#### [Exercise]
Your answer should be the lines of the data below that contain "Southeast".

Data records
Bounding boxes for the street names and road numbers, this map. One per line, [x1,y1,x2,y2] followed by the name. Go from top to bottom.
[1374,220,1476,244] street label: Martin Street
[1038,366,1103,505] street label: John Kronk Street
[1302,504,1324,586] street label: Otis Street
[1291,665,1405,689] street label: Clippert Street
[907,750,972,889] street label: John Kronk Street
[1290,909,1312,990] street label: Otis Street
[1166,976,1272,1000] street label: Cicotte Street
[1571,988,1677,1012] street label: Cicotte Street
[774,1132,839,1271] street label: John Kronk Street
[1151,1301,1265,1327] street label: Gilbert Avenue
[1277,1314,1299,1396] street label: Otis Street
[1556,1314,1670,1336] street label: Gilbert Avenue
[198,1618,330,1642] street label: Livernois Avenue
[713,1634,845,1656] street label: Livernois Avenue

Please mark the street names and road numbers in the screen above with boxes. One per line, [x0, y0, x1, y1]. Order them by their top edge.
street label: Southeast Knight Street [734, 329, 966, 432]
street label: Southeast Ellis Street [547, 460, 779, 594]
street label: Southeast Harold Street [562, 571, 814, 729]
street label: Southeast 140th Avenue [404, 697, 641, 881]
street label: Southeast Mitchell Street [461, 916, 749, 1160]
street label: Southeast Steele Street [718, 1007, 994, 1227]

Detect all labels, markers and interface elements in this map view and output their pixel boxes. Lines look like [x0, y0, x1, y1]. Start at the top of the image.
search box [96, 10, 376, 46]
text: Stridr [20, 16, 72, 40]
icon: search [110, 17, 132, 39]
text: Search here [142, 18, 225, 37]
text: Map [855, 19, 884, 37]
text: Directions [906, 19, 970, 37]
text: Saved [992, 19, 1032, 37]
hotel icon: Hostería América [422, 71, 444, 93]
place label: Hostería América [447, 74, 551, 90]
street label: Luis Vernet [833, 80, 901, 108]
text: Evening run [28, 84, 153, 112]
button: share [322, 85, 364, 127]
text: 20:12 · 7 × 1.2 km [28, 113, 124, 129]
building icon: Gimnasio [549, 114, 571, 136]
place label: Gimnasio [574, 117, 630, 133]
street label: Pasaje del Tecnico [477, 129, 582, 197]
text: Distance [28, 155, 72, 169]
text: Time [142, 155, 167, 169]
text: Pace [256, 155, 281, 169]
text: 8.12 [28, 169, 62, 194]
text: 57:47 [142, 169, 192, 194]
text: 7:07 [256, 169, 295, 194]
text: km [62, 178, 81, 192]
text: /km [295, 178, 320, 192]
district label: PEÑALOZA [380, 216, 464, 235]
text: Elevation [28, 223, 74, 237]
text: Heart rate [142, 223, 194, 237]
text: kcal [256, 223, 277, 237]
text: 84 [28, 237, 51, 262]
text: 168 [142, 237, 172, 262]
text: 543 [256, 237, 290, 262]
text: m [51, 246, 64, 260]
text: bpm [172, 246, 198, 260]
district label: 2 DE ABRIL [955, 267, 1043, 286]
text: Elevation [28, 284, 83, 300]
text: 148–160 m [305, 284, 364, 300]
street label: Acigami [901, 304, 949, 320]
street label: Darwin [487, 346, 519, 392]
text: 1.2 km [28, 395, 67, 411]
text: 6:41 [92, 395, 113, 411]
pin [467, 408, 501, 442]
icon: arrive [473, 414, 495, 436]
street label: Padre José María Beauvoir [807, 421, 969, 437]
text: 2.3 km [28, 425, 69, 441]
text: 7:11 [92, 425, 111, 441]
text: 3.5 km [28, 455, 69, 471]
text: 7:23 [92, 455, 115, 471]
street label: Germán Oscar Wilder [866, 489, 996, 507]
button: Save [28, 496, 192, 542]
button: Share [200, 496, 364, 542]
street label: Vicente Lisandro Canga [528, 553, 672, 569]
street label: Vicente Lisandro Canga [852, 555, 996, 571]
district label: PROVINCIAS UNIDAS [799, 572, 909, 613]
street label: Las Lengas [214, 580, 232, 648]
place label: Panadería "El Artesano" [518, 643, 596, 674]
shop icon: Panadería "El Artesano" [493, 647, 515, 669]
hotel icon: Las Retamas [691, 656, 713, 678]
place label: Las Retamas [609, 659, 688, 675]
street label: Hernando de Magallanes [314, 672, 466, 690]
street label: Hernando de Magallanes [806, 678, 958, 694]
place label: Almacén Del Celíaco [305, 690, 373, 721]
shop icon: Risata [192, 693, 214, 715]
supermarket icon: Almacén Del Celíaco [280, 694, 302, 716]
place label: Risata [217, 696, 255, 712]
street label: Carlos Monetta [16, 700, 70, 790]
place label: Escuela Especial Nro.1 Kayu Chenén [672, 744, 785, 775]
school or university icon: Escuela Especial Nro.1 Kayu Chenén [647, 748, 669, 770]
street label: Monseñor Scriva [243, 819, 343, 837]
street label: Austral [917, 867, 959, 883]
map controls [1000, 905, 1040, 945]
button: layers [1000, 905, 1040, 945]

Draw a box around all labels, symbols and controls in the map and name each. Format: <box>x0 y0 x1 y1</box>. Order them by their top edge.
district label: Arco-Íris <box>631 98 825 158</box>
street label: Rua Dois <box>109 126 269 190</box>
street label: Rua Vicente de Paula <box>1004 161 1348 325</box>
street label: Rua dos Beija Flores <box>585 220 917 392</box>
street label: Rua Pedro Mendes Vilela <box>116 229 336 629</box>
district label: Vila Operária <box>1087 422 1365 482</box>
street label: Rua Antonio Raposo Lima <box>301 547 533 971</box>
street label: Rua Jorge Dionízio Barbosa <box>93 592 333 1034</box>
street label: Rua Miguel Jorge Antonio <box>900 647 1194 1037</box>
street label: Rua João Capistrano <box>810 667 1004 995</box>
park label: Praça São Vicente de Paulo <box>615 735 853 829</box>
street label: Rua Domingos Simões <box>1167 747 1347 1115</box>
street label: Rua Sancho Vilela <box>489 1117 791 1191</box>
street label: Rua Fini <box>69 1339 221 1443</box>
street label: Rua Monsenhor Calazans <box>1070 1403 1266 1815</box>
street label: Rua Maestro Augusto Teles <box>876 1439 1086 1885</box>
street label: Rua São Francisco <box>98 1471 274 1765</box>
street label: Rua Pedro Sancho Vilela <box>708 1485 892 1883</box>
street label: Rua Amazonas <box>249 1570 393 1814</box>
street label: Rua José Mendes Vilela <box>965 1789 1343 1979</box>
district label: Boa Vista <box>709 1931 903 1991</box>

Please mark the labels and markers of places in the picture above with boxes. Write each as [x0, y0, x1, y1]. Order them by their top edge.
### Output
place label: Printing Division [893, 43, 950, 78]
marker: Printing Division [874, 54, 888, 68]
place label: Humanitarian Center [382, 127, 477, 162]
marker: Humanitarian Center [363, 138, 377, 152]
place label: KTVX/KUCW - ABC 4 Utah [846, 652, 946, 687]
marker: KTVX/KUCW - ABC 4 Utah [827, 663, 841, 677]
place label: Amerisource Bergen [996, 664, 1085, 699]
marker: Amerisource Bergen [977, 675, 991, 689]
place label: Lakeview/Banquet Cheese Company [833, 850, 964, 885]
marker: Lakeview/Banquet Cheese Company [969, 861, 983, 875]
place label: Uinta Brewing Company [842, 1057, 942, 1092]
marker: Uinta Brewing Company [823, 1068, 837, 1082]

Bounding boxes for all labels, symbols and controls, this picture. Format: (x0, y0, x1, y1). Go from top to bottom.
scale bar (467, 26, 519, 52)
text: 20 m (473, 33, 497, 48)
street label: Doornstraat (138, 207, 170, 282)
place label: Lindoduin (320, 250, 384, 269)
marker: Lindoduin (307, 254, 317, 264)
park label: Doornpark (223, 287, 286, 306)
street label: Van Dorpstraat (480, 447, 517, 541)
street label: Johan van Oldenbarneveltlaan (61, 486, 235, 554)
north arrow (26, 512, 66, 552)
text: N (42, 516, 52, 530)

#### [Result]
street label: Southeast Knight Street [734, 329, 966, 432]
street label: Southeast Ellis Street [547, 460, 779, 594]
street label: Southeast Harold Street [562, 571, 814, 729]
street label: Southeast 140th Avenue [404, 697, 641, 881]
street label: Southeast Mitchell Street [461, 916, 749, 1160]
street label: Southeast Steele Street [718, 1007, 994, 1227]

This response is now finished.